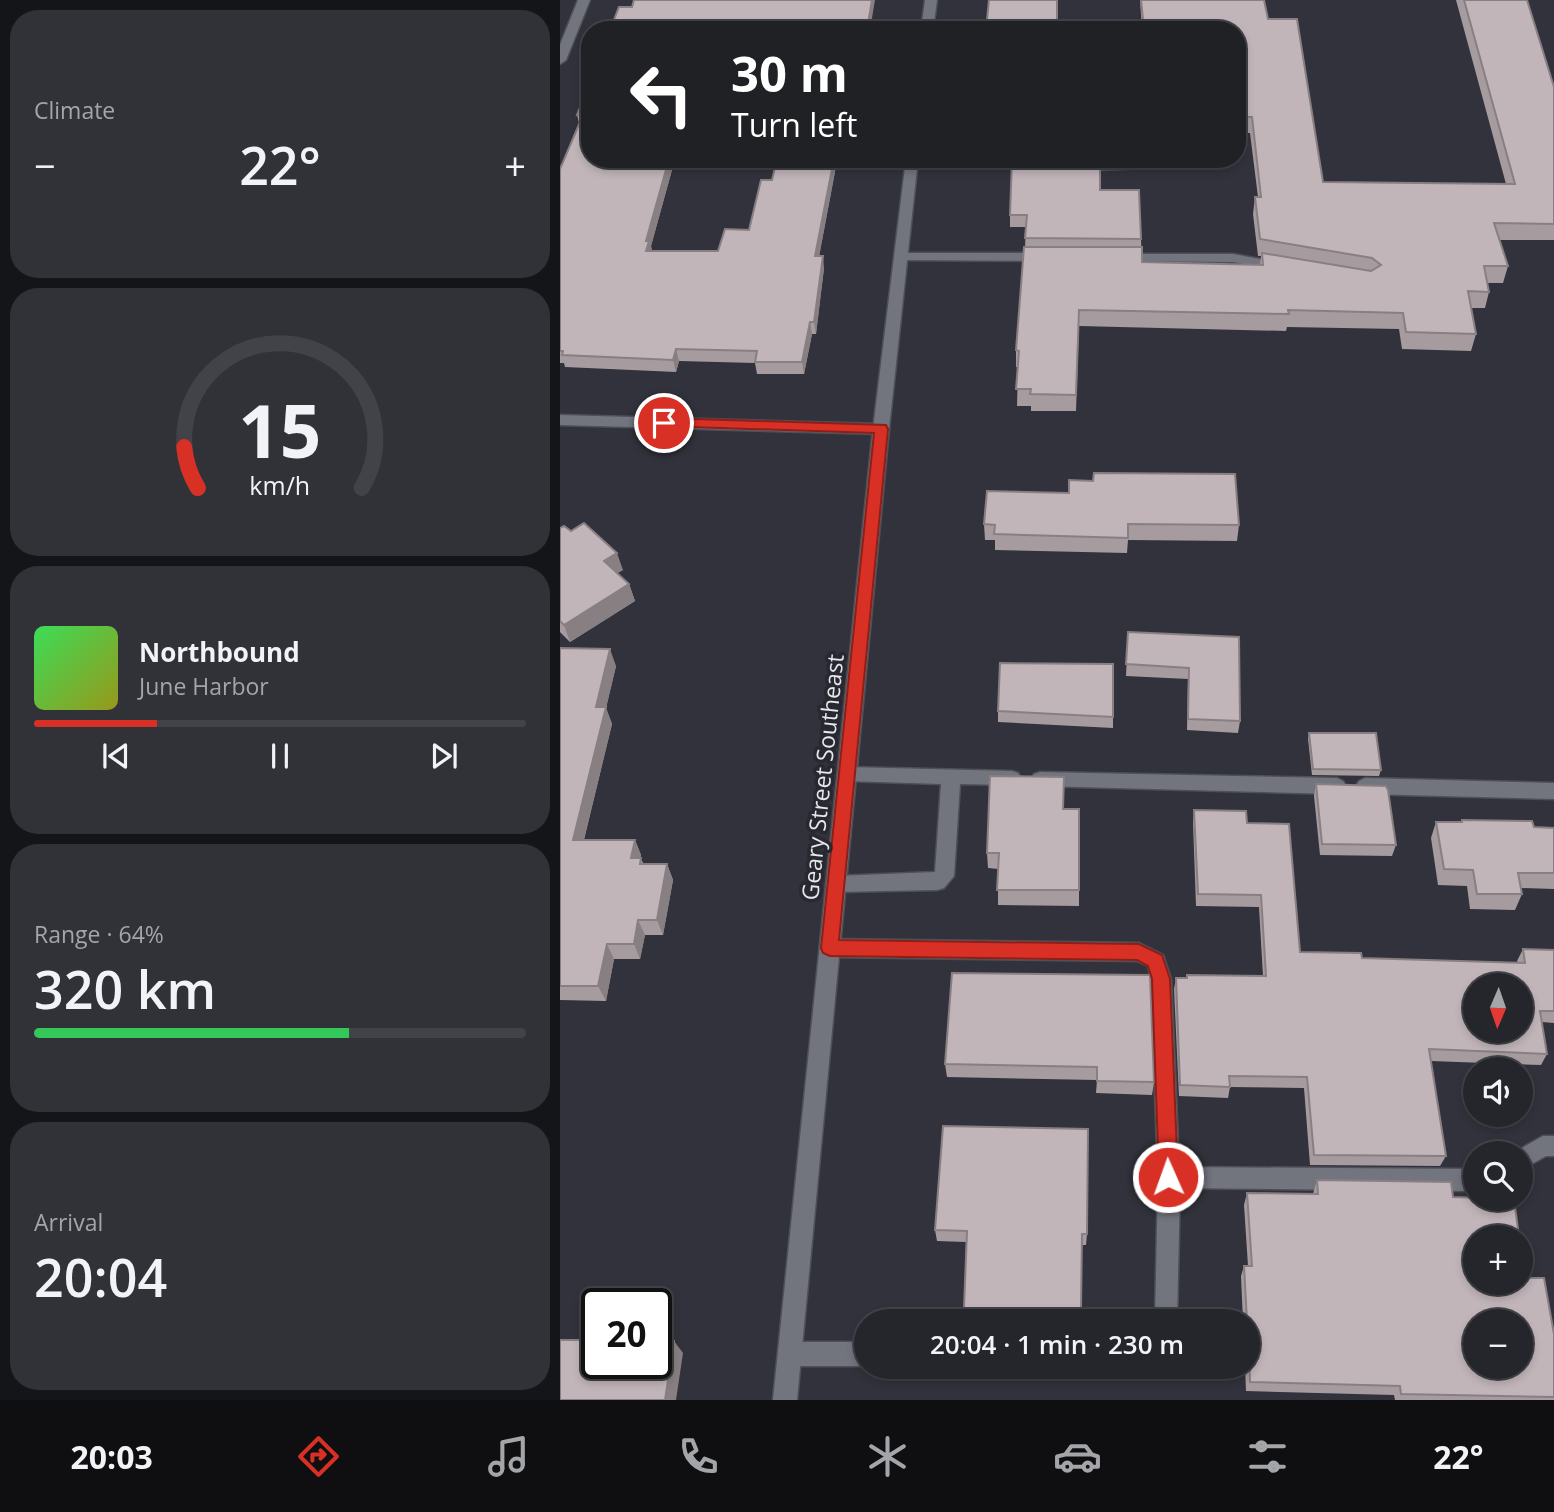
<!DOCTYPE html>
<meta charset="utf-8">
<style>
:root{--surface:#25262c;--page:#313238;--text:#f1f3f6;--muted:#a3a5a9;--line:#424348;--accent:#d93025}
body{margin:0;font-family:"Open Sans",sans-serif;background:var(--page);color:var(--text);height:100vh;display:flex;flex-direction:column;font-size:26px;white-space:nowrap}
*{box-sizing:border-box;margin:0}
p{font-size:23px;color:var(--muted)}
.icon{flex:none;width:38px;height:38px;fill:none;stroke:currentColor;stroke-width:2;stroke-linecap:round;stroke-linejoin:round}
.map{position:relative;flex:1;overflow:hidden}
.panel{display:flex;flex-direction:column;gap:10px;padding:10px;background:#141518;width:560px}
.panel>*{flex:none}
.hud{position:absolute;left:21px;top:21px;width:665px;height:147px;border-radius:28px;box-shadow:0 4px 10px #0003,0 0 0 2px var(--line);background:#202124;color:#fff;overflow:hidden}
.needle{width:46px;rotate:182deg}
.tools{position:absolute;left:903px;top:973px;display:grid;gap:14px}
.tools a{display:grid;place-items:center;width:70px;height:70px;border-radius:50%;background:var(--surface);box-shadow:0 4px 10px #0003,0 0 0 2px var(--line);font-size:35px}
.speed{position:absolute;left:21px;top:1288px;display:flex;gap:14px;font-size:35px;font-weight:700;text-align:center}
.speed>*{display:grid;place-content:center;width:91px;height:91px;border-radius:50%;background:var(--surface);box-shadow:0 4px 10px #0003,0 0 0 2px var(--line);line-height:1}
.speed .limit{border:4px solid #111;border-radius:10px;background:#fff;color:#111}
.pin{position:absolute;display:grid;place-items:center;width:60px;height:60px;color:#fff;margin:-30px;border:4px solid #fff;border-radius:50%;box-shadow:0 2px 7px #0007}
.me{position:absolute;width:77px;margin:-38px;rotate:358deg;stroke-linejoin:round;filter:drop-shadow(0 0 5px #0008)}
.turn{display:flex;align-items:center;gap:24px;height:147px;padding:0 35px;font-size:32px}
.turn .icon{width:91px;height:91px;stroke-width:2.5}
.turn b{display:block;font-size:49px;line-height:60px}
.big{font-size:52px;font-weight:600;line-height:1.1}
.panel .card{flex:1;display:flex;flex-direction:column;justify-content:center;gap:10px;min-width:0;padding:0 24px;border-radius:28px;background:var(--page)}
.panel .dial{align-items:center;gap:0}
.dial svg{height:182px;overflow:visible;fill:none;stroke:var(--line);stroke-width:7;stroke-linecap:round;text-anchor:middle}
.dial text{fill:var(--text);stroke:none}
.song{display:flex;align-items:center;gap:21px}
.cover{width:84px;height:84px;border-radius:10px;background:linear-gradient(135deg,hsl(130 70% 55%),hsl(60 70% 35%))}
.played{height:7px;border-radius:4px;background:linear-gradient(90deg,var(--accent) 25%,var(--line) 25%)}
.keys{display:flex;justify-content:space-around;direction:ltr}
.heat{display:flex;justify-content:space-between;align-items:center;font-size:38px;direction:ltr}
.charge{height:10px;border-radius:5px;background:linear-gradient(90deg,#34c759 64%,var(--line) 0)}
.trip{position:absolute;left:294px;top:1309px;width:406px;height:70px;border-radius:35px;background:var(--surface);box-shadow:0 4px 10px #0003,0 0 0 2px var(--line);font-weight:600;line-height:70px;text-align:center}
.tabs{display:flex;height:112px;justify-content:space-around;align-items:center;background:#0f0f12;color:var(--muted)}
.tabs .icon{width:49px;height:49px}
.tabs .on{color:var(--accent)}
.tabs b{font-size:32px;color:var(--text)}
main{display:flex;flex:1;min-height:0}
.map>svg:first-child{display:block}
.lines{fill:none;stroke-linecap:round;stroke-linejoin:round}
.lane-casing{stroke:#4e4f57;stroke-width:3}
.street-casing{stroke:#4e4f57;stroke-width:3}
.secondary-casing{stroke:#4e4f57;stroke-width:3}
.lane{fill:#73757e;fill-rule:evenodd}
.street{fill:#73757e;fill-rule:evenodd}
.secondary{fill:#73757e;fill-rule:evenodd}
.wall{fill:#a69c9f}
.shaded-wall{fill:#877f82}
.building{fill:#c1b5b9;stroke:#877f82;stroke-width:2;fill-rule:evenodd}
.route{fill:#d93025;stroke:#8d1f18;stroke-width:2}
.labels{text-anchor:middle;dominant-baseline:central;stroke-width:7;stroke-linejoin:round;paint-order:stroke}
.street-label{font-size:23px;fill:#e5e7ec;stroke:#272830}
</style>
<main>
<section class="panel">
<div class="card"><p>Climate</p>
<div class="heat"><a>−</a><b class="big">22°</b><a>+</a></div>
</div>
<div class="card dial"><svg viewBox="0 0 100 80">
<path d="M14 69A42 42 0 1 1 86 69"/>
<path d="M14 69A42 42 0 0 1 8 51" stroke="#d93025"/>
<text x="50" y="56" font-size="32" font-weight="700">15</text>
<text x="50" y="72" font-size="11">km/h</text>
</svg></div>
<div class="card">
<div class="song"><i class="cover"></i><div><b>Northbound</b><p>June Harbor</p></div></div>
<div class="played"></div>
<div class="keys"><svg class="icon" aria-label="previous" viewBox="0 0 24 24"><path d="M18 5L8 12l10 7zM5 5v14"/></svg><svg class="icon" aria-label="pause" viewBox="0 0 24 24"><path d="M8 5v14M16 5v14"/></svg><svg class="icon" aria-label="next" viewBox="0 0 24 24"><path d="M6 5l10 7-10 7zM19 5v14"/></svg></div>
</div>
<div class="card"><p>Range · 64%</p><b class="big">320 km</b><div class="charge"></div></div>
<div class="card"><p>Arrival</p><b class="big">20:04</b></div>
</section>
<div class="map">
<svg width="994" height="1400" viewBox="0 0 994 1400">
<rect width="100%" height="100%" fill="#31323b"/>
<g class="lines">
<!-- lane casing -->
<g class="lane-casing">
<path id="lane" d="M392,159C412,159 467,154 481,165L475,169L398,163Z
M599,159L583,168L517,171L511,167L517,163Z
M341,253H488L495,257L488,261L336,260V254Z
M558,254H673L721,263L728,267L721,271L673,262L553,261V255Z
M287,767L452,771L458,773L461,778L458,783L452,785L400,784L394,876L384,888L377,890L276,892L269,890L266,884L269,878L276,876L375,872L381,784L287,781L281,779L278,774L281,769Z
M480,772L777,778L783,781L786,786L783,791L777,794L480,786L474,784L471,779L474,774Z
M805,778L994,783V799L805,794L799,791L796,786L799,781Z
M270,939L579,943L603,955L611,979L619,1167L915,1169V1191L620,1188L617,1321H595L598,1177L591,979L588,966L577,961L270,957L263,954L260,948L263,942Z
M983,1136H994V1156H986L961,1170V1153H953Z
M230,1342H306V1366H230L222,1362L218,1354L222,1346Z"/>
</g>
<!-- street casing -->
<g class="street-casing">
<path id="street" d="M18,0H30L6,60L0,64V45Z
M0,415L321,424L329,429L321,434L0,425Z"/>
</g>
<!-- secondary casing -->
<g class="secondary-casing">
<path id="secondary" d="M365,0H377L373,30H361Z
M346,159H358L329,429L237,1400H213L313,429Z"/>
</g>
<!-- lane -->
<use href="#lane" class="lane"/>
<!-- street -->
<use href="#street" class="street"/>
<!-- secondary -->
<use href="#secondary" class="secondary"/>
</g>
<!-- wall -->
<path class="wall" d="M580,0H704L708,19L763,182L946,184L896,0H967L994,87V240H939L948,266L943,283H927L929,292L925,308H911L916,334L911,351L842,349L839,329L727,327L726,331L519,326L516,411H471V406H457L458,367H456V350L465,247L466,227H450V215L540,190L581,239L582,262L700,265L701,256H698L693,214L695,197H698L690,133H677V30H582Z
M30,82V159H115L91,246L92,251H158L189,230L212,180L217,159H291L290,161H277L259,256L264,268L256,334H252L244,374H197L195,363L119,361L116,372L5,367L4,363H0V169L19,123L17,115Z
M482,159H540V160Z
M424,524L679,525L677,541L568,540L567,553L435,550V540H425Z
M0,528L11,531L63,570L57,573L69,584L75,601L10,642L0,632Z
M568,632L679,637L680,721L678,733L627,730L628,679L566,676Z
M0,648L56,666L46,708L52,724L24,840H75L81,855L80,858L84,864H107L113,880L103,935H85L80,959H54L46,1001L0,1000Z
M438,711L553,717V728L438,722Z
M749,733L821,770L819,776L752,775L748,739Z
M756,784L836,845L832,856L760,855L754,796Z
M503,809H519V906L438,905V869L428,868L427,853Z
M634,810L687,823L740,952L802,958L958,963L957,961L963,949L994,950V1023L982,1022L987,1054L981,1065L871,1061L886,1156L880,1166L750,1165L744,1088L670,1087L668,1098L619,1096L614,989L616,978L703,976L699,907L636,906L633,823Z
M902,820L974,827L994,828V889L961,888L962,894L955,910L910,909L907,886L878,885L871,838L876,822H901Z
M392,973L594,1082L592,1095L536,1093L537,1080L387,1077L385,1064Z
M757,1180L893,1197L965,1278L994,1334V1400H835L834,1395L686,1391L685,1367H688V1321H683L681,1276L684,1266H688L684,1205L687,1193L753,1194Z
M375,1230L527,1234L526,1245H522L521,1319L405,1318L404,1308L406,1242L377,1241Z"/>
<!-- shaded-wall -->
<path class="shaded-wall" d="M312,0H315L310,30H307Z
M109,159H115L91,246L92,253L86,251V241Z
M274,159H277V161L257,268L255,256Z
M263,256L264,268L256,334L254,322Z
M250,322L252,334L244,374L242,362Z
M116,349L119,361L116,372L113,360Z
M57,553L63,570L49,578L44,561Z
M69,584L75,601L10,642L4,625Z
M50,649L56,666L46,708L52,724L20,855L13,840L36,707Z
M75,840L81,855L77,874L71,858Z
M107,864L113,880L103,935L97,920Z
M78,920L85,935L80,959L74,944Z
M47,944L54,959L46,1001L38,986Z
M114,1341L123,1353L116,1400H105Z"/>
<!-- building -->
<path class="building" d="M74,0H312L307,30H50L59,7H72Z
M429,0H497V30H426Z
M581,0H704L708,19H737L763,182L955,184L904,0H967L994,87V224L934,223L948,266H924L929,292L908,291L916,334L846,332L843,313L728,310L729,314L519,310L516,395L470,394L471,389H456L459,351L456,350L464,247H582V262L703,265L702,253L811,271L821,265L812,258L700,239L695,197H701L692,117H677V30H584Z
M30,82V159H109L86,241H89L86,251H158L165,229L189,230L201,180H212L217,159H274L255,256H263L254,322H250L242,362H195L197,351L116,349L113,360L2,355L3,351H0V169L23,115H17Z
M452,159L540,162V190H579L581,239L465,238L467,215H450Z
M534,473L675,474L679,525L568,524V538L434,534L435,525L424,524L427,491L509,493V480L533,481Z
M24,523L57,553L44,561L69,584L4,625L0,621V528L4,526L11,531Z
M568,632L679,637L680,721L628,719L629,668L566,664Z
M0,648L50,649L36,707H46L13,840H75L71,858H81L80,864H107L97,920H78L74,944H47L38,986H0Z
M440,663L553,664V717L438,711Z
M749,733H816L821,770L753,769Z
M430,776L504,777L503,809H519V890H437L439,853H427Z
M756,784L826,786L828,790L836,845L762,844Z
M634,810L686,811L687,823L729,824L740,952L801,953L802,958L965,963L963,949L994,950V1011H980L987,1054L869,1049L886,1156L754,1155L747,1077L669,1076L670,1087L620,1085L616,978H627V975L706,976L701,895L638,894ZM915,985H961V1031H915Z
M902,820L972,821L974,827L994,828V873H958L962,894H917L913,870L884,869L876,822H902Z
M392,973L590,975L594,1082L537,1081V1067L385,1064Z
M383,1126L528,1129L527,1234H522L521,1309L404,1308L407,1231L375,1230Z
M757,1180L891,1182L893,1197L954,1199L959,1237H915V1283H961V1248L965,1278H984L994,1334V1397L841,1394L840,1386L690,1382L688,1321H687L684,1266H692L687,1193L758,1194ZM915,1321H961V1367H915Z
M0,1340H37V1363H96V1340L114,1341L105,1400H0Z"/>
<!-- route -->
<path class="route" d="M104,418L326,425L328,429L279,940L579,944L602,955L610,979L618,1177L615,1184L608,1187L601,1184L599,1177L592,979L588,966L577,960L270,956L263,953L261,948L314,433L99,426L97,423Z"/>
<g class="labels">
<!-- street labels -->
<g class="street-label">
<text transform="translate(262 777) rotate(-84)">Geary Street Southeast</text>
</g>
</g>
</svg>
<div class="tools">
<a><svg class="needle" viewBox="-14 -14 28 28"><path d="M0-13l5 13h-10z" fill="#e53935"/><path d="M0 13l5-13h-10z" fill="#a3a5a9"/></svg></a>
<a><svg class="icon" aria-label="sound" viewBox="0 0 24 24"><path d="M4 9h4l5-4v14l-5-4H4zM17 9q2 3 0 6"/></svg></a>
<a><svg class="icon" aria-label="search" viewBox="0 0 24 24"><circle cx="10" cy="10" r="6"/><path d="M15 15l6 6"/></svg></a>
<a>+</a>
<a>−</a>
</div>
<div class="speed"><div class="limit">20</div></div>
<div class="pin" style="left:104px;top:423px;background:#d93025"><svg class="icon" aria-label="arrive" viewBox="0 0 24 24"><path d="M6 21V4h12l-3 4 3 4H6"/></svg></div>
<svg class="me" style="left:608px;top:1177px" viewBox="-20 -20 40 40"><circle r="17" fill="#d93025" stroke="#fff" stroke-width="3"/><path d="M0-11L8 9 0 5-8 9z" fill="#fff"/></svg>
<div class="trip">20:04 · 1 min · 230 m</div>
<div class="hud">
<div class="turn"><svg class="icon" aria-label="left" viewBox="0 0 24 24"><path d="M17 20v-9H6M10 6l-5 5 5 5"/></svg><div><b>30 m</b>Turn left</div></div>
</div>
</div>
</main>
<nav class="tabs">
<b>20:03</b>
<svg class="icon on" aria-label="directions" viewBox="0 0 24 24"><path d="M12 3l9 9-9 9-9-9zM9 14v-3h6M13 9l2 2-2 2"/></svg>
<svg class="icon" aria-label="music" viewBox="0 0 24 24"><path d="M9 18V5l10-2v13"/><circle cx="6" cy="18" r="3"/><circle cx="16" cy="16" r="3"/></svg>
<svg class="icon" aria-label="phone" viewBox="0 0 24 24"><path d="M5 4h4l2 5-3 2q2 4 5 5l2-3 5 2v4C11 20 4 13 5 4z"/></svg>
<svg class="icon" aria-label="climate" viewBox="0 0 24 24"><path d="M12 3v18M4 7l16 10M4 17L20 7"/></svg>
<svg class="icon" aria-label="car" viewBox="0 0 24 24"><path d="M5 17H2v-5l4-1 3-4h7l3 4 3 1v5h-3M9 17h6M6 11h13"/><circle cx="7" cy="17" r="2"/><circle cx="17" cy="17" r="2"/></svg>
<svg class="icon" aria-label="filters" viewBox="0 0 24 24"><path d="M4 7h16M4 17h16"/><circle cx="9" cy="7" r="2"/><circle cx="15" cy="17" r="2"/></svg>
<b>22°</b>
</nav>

## THE PROBLEM
Only one thing belongs in the reply: the exact lines of the listing above, from the one with "4h4l2 5-3 2q2" through its last line.

## TASK SOLUTION
<svg class="icon" aria-label="phone" viewBox="0 0 24 24"><path d="M5 4h4l2 5-3 2q2 4 5 5l2-3 5 2v4C11 20 4 13 5 4z"/></svg>
<svg class="icon" aria-label="climate" viewBox="0 0 24 24"><path d="M12 3v18M4 7l16 10M4 17L20 7"/></svg>
<svg class="icon" aria-label="car" viewBox="0 0 24 24"><path d="M5 17H2v-5l4-1 3-4h7l3 4 3 1v5h-3M9 17h6M6 11h13"/><circle cx="7" cy="17" r="2"/><circle cx="17" cy="17" r="2"/></svg>
<svg class="icon" aria-label="filters" viewBox="0 0 24 24"><path d="M4 7h16M4 17h16"/><circle cx="9" cy="7" r="2"/><circle cx="15" cy="17" r="2"/></svg>
<b>22°</b>
</nav>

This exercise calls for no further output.